In the current upsurge in criticism of the inadequacies of the collective responses to the pandemic, the WTO is receiving heightened scrutiny, and more urgent calls for WTO reform. It is necessary to understand the values that the multilateral trading system is designed to promote before it can be reformed. 

A serious inquiry into this subject would serve three purposes:

  • to know the value of what we have in the current system,
  • to determine if the values of the current system enjoy the support of all WTO members, and
  • to address the degree to which the WTO is of sufficient continuing relevance as it is at present or whether it needs fundamental change.
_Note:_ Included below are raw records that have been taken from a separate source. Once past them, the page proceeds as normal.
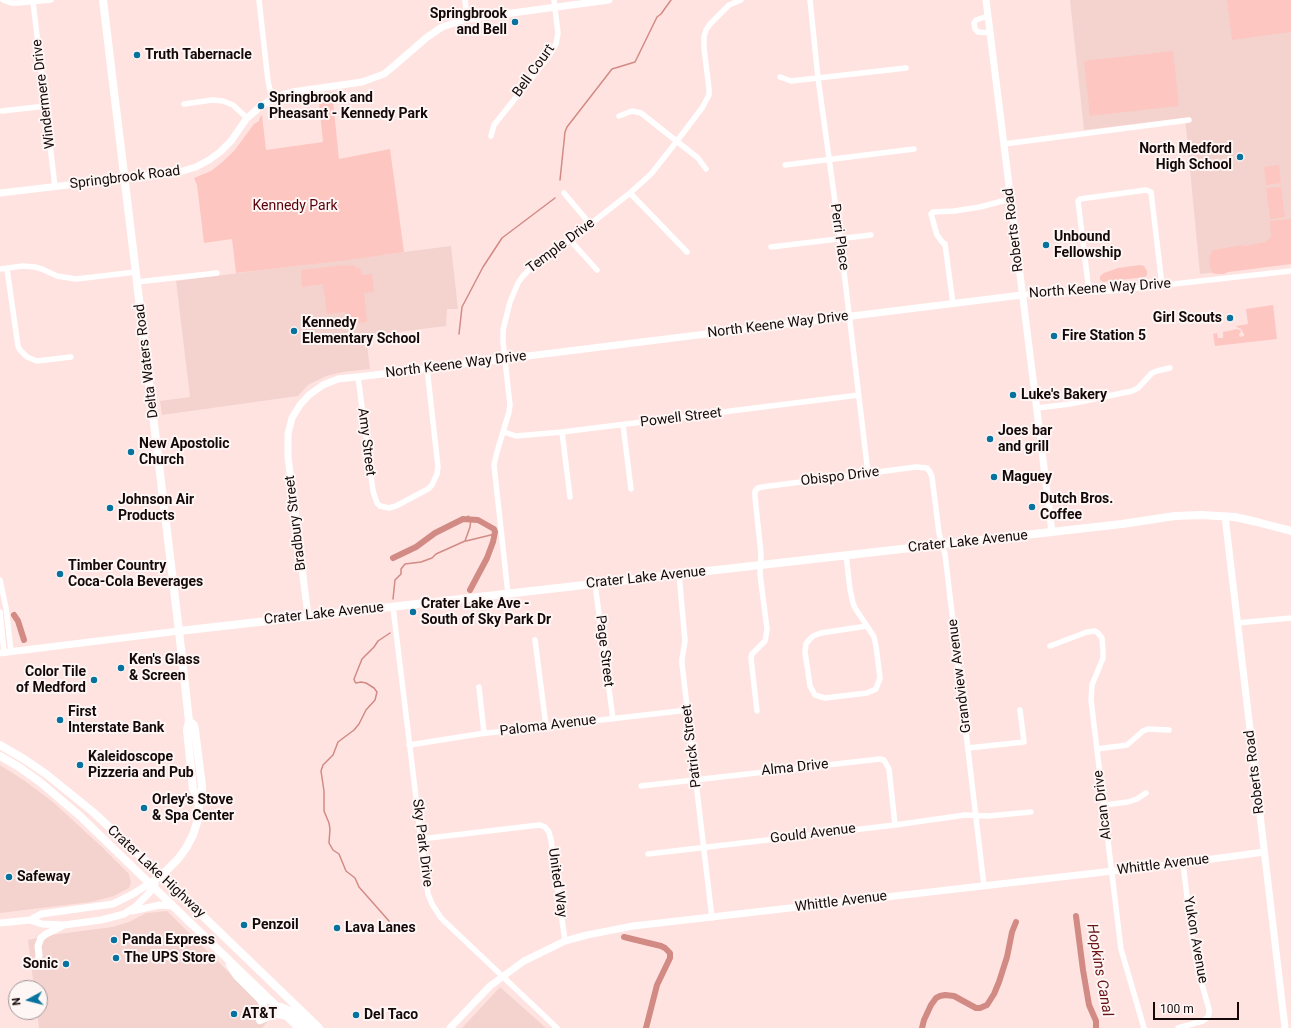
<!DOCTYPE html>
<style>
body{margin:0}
#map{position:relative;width:1291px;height:1028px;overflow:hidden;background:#ffe3e1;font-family:Roboto,sans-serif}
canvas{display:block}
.north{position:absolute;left:8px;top:980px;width:40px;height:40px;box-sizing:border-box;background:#fdf6f5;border:1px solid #a09796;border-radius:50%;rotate:263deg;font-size:11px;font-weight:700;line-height:16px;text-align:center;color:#140908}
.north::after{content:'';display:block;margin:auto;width:14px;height:18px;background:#07729e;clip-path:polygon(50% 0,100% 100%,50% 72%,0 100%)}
.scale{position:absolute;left:1153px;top:1002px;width:86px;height:18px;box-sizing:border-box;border:2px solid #140908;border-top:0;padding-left:5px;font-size:12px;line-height:14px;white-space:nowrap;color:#140908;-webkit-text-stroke:3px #fdf6f5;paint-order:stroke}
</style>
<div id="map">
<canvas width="1291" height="1028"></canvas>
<div class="north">N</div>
<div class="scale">100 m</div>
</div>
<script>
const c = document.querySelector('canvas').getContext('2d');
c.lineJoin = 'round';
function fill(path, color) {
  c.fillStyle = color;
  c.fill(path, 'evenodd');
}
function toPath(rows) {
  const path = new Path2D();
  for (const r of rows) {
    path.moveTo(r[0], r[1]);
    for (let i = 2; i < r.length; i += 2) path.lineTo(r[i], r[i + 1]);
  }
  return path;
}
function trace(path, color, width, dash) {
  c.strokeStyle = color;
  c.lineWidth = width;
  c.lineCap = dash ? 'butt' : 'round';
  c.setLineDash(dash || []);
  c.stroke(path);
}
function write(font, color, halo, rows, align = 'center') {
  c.font = font + ' Roboto,sans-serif';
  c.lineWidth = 4;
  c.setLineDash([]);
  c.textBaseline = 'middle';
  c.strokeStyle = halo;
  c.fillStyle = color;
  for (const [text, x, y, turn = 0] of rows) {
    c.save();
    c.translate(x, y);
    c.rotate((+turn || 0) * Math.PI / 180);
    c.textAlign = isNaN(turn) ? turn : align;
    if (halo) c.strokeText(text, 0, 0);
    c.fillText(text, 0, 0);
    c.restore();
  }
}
const built = toPath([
 [1070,0,1291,0,1291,264,1200,274,1185,118,1084,130],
 [451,246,458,309,447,309,446,326,366,336,370,369,343,372,326,376,308,385,298,396,162,415,160,401,190,397,176,281],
 [0,765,25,781,53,802,101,846,129,874,131,883,129,888,114,896,91,902,0,913],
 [167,911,273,1016,262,1028,39,1028,37,1012,40,1012,40,988,34,988,28,940,51,935,112,927,129,922,146,913],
 [500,987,546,1028,462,1028]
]);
const green = toPath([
 [1227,0,1291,0,1291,32,1232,40],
 [1173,51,1179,106,1090,116,1084,61],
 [332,92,339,159,390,149,404,252,348,260,236,273,232,239,204,243,197,185,194,178,211,171,220,164,234,151,254,124,259,121,260,117,262,115,266,150,323,142,318,93],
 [1279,165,1281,183,1266,185,1264,167],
 [1281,187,1285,217,1270,219,1266,188],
 [1291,219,1291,264,1228,272,1224,274,1217,274,1212,273,1210,266,1209,256,1213,250,1243,245,1244,246,1248,246,1249,245,1266,242,1271,236,1270,221],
 [345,265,349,266,354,265,356,268,360,268,362,275,372,274,374,292,364,293,367,322,347,324,345,312,327,314,323,284,302,287,301,270],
 [1140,265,1144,266,1147,271,1147,275,1145,277,1103,282,1100,280,1100,276,1104,273,1118,268],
 [1273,305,1277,339,1215,346,1213,334,1217,333,1218,338,1223,338,1223,332,1238,329,1241,331,1239,335,1240,337,1244,336,1244,334,1241,329,1237,327,1236,326,1248,324,1246,309]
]);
const stream = toPath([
 [560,180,565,132,567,127,612,69,635,62,657,17,661,14,671,0],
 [459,334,462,307,483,267,502,238,555,198],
 [466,541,495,534],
 [393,599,395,580,401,574,401,569,405,564,421,562,432,558,436,554,465,541,470,527,471,519,468,516],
 [389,921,359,887,355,878,346,871,339,854,333,850,329,843,330,829,329,823,324,811,324,791,321,771,323,765,333,755,338,742,354,730,359,724,366,710,375,700,377,692,374,688,366,683,361,682,356,683,355,682,354,679,362,659,374,647,378,641,390,633]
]);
const canal = toPath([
 [393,558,416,547,435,533,463,519,478,520,494,529,495,532,493,542,487,558,470,590],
 [14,615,18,621,24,640],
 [1076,916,1083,970,1089,1005,1096,1021,1096,1028],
 [624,937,661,946,665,948,670,953,670,958,657,985,646,1028],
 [922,1028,924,1020,931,1005,936,998,940,996,945,995,954,996,976,1008,980,1008,987,1005,994,994,999,982,1007,957,1012,932,1016,922]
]);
const minor = toPath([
 [3,0,11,3,18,3,51,0],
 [259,0,268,81,270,90,274,98],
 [465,0,467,19],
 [810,0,818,78,840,238,868,473],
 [33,2,55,187],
 [988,16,976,20,974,23,975,29,978,32,990,33],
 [780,77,791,81,906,68],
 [184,104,212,100,223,101,233,105,247,118],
 [2,111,46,106],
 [619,116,632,111,641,113,698,158,706,169],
 [491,136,494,125,549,56,556,44,558,33,554,0],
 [1004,144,1189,120],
 [785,165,914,149],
 [564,193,590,224],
 [630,193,687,252],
 [570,240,597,270],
 [771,247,871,235],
 [0,269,23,266,35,267,42,269,57,276,76,279,136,272],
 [7,269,18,346,20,350,27,357,37,361,71,357],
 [137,282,217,273],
 [1089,292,1078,201,1080,199,1146,190,1151,192,1162,285],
 [1022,295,1061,291,1094,292,1110,291,1291,271],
 [953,304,945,244,943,243,937,235,931,214,933,212,954,211,980,207,1010,199],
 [358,377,373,491,377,503,380,506,389,508,396,506,428,489,432,485,437,474,438,467,427,368],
 [1037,408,1070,404,1132,391,1138,388,1152,373,1157,371,1170,368],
 [623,425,631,489],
 [504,432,516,436,562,432,859,395],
 [562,432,570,497],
 [846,555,850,589,853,603,855,608,867,626],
 [679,574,685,641,682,659,682,664,712,918],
 [0,580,6,608,11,651],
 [595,584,613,719],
 [508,594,494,465,497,452,509,412,510,405,503,342,503,330,510,302,518,283,523,276,531,268,570,240,630,193,651,174,677,141,702,108,709,95,709,89,704,48,704,37,706,30,710,24,729,5,741,0],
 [393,607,421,839,428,894,432,904,441,918,557,1028],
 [0,612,4,652],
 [1237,623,1291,618],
 [867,626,874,637,876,646,880,678,876,689,867,693,825,698,815,695,810,686,805,652,806,644,809,640,813,636,821,633,867,626],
 [535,640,546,726],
 [1050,646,1087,632,1095,631,1098,633,1102,638,1103,651,1103,658,1092,685,1091,700,1121,949,1144,1028],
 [479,687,484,733],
 [757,711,751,658,752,654,765,641,766,636,767,629,760,574,761,554,755,497,755,491,758,488,762,487,916,467,927,468,930,472,932,477,939,533,945,554,984,886],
 [409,745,479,734,688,710],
 [968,748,1024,742,1020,710],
 [1097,749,1127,745,1143,731,1148,729,1169,730],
 [641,786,880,759,884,760,889,769,895,825],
 [1104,805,1128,802,1137,799,1146,793],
 [421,839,522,827,540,825,545,827,549,832,551,840,565,941],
 [648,854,895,825,965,815,988,816,1031,812],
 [1178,1028,1203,1021,1208,1017,1209,1013,1209,1009,1199,974,1192,939,1183,863]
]);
const tertiary = toPath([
 [986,0,1052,532],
 [0,193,179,172,196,167,209,160,220,152,231,141,247,118,261,106,274,98,292,92,362,82,384,74,395,65,426,38,442,27,467,19,609,0],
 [1225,516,1285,1028],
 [308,616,288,457,288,434,292,418,300,405,309,395,323,385,338,379,366,376,1022,295],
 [0,653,179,631],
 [132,911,160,905,173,906],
 [30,920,42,924,64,925,101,920,113,917,124,914,135,907,149,893,155,884],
 [0,923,30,920,41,914,113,904,133,894,161,876],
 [38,965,39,955,38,946,41,938,46,934,62,926],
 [450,1028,490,986,524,961,565,941,587,935,633,926,1183,863,1264,852]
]);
const secondary = toPath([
 [103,0,179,631,189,721,187,730,193,789,199,800],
 [179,631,1122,524,1175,516,1201,515,1235,517,1257,522,1291,531],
 [0,745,24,759,46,774,93,812,151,866,319,1028],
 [0,756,19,767,40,782,80,816,299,1028],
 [161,876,178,859,186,848,193,835,198,819,199,800,202,794,202,786,195,730,194,725,189,721],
 [230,965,237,976,260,999,263,1004,264,1009,262,1016,260,1020],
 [281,1007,292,1012,309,1028],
 [260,1020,271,1015,278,1014,287,1016]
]);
const markers = [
 [515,22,4,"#07729e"],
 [137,55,4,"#07729e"],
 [261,106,4,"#07729e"],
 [1240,157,4,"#07729e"],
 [1046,245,4,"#07729e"],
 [1230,318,4,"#07729e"],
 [294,331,4,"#07729e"],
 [1054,336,4,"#07729e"],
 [1013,395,4,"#07729e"],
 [990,439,4,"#07729e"],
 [131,452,4,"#07729e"],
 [994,477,4,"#07729e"],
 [1032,507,4,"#07729e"],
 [110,508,4,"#07729e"],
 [60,574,4,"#07729e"],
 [413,612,4,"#07729e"],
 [121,668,4,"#07729e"],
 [94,680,4,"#07729e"],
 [60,720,4,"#07729e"],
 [80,765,4,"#07729e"],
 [144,808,4,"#07729e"],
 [9,877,4,"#07729e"],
 [244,925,4,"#07729e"],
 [337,928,4,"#07729e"],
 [114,940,4,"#07729e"],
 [116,958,4,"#07729e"],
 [66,964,4,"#07729e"],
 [234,1014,4,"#07729e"],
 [356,1015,4,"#07729e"]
];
const poiNames = [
 ["Springbrook",507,14,"right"],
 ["and Bell",507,30,"right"],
 ["Truth Tabernacle",145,55],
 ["Springbrook and",269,98],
 ["Pheasant - Kennedy Park",269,114],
 ["North Medford",1232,149,"right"],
 ["High School",1232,165,"right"],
 ["Unbound",1054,237],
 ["Fellowship",1054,253],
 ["Girl Scouts",1222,318,"right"],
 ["Kennedy",302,323],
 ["Elementary School",302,339],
 ["Fire Station 5",1062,336],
 ["Luke's Bakery",1021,395],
 ["Joes bar",998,431],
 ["and grill",998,447],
 ["New Apostolic",139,444],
 ["Church",139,460],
 ["Maguey",1002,477],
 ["Dutch Bros.",1040,499],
 ["Coffee",1040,515],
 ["Johnson Air",118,500],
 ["Products",118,516],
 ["Timber Country",68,566],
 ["Coca-Cola Beverages",68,582],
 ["Crater Lake Ave -",421,604],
 ["South of Sky Park Dr",421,620],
 ["Ken's Glass",129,660],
 ["& Screen",129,676],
 ["Color Tile",86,672,"right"],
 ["of Medford",86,688,"right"],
 ["First",68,712],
 ["Interstate Bank",68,728],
 ["Kaleidoscope",88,757],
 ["Pizzeria and Pub",88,773],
 ["Orley's Stove",152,800],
 ["& Spa Center",152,816],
 ["Safeway",17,877],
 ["Penzoil",252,925],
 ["Lava Lanes",345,928],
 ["Panda Express",122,940],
 ["The UPS Store",124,958],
 ["Sonic",58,964,"right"],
 ["AT&T",242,1014],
 ["Del Taco",364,1015]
];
const streetNames = [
 ["Bell Court",534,71,-54],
 ["Windermere Drive",44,94,-97],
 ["Springbrook Road",125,178,-7],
 ["Roberts Road",1014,230,-97],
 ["Perri Place",839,237,82],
 ["Temple Drive",561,246,-37],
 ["North Keene Way Drive",1100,289,-4],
 ["North Keene Way Drive",778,325,-7],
 ["Delta Waters Road",147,361,-97],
 ["North Keene Way Drive",456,365,-7],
 ["Powell Street",681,418,-7],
 ["Amy Street",366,442,83],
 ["Obispo Drive",840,477,-7],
 ["Bradbury Street",296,523,-97],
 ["Crater Lake Avenue",968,542,-6],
 ["Crater Lake Avenue",646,578,-6],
 ["Crater Lake Avenue",324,614,-6],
 ["Page Street",604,651,83],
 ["Grandview Avenue",960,676,-97],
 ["Paloma Avenue",548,726,-7],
 ["Patrick Street",692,746,-97],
 ["Alma Drive",795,768,-6],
 ["Roberts Road",1255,772,-97],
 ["Alcan Drive",1103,805,-97],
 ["Gould Avenue",813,834,-7],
 ["Sky Park Drive",422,843,83],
 ["Whittle Avenue",1163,865,-7],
 ["Crater Lake Highway",156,872,43],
 ["United Way",557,883,82],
 ["Whittle Avenue",841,902,-7],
 ["Yukon Avenue",1195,940,80]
];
const parkNames = [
 ["Kennedy Park",295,206]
];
const waterNames = [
 ["Hopkins Canal",1099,970,80]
];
fill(built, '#f4d3cf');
fill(green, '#fdc6c1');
trace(stream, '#d28a84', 1.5);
trace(canal, '#d28a84', 6);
trace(minor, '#fff', 5.5);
trace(tertiary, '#fff', 7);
trace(secondary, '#fff', 8);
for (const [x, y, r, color] of markers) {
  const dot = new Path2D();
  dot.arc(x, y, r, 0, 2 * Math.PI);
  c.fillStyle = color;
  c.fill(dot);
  trace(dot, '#fdf6f5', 1.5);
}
write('bold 14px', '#140908', '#fdf6f5', poiNames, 'left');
write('14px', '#140908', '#fdf6f5', streetNames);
write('14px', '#5a0009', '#fdf6f5', parkNames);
write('italic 15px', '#6b1518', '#fdf6f5', waterNames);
</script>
WTO members can make progress toward improving the organization to help it to create a better world through building on the values that are inherent in the system.  These include —

  • Stability and peace — The original mission of the multilateral trading system was to enhance economic growth to achieve stability and support peace; today the WTO fosters integration of conflicted countries into the world economy.
  • Well-being — At its core, the organization is about the economic advancement of the people whom its members represent. Well-being is defined to include creating jobs and, as we are finding out, it also includes health;
  • Rule of law — The enforceability of obligations is a key distinguishing feature of the WTO as compared with most other international endeavours;
  • Openness — The multilateral trading system rests upon the principle that to the extent provided within the bounds of the WTO agreements, markets will be open to international trade and trade is to be as free from distortions as possible;
  • Equality — Equality among members provides the opportunity for each member to participate in the organization, and its rights and obligations, to the extent of its capabilities;
  • Sovereignty — Sovereignty is preserved — no decision taken within the WTO is to have an automatic effect on the laws or actions of any member;
  • Development — Fostering development to allow all members to benefit equally from the rights and undertake equally the obligations of the WTO.
  • International cooperation — Cooperation is a shared responsibility of membership to enable the organization to function.
  • Sustainability — There is increasingly an attitude of care among members for stewardship of the planet and its inhabitants.
  • The primacy of market forces — Commercial considerations are to determine competitive outcomes.
  • Convergence — The WTO is not simply about coexistence; differences among members affecting trade which deviate from the principles governing the WTO, its core values, are to be progressively overcome.
  • Reciprocity — Broadly defined reciprocity is required for negotiations to succeed.
  • Balance — is provided: 
    • Through each member’s judgment of the costs and benefits of the rights it enjoys and the obligations it has undertaken;
    • Through its view of how its costs and benefits compare with those of other members;
    • Through a member’s view of its freedom of action in relation to the freedom of action for others, and
    • Specifically, through its judgment of whether it has sufficient freedom to act to temper its commitments for trade liberalization (openness) with measures designed to deal with any harms thereby caused.
  • Trust — International trade would largely cease if trade-restrictive measures that were inconsistent with the rules were as a regular matter put into place and only removed prospectively through lengthy litigation.
  • Morality — in its absence, it would be hard to fully explain the provision addressing pharmaceutical availability in health emergencies. The 1994 Marrakech Declaration states that the WTO was being created to reflect the widespread desire to operate in a fairer and more open multilateral trading system.
  • Universality — Membership is open to all who are willing to negotiate entry.